I'll make three points.

First, this is a great report, and you should thank your correspondant. It's very helpful to get direct first-person reporting like this.

But second, I don't get a sense from this as to the percentage of the total gulf production infrastructure that is damaged. It sounds like this is a survey of the most badly hit areas. Bad as Katrina was, she painted a swath of damage across the gulf, but outside that zone things should be OK. We hear about 10s of platforms lost, but out of how many in the gulf? We hear about 15 hubs missing, but again, out of how many? 90% of the caisson wells in the storm path are damaged or destroyed, but how much of the total gulf production is that? It would be helpful to go back to this person and see if they would be in a position to estimate that.

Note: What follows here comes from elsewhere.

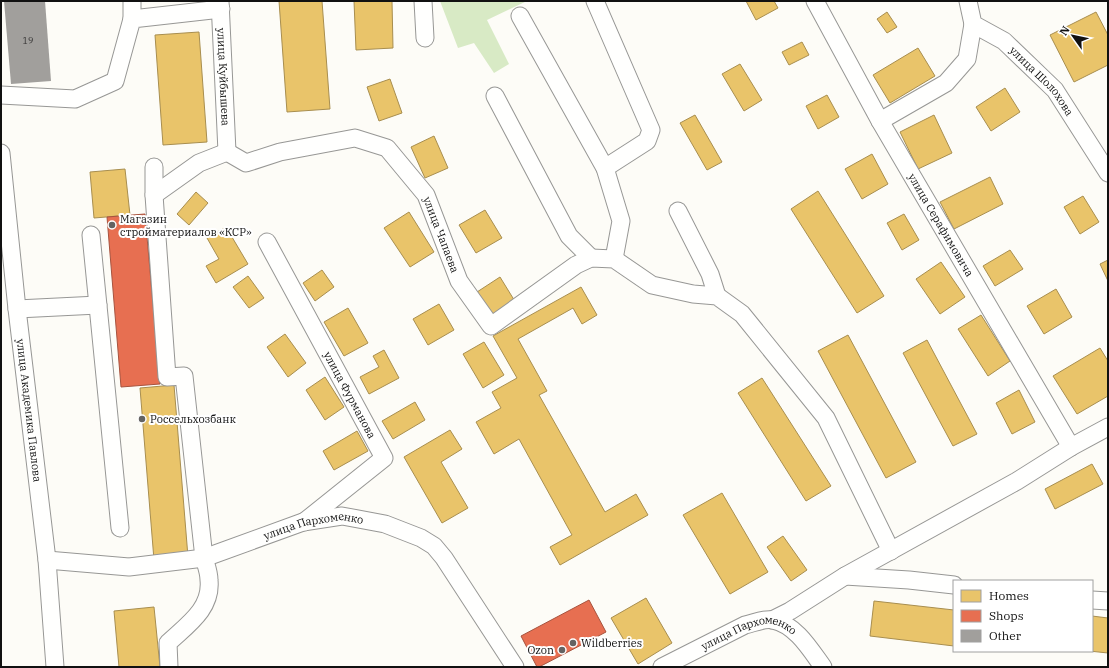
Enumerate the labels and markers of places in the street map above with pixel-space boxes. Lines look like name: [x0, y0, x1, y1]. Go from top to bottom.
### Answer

Third, total gulf production was something like 1.5 mbpd. That's out of 75-80 mbpd worldwide. Even if we lose, say, half of the gulf production for a relatively long term, that's only about 1 percent of the world market. A relatively small reallocation of world supplies can make up for it. (And much GOM production is relatively sour crude, which is plentiful around the world.)

i was not aware that much of GOM production are sour.  can someone confirm that?

in regards to supply cushion, we have none.  the world has none or very little.  so missing 1-1.5 mbd of crude oil is a very big deal and very difficult to make up.  i'd imagine, besides making up for this with the SPR (which is a temporary solution), the US will eventually have to outbid poorer countries for oil - i.e. Sudan?  lol.


i was not aware that much of GOM production are sour.  can someone confirm that?

I found one reference on the EIA web site that discusses the sour oil situation, but it is a Powerpoint presentation. Drowning in Sour Oil, Adapting to a New Crude Quality Dynamic, slide 11 reads "Non-OPEC, GOM crude quality deteriorating". It has a chart labeled "Gulf of Mexico crude quality" showing the "sour share". In 2000 it was about 73%, and in 2005 it has increased to 90%.

thx, good to know, the stuff we're losing in the GOM is crappy oil.
It may be crappy, but I was under the impression that the only "spare" capacity in OPEC is equivalently bad (or worse) heavy sour crude from Saudi Arabia. The world's oil supply in general is only tending downward in API and upward in sulfur content.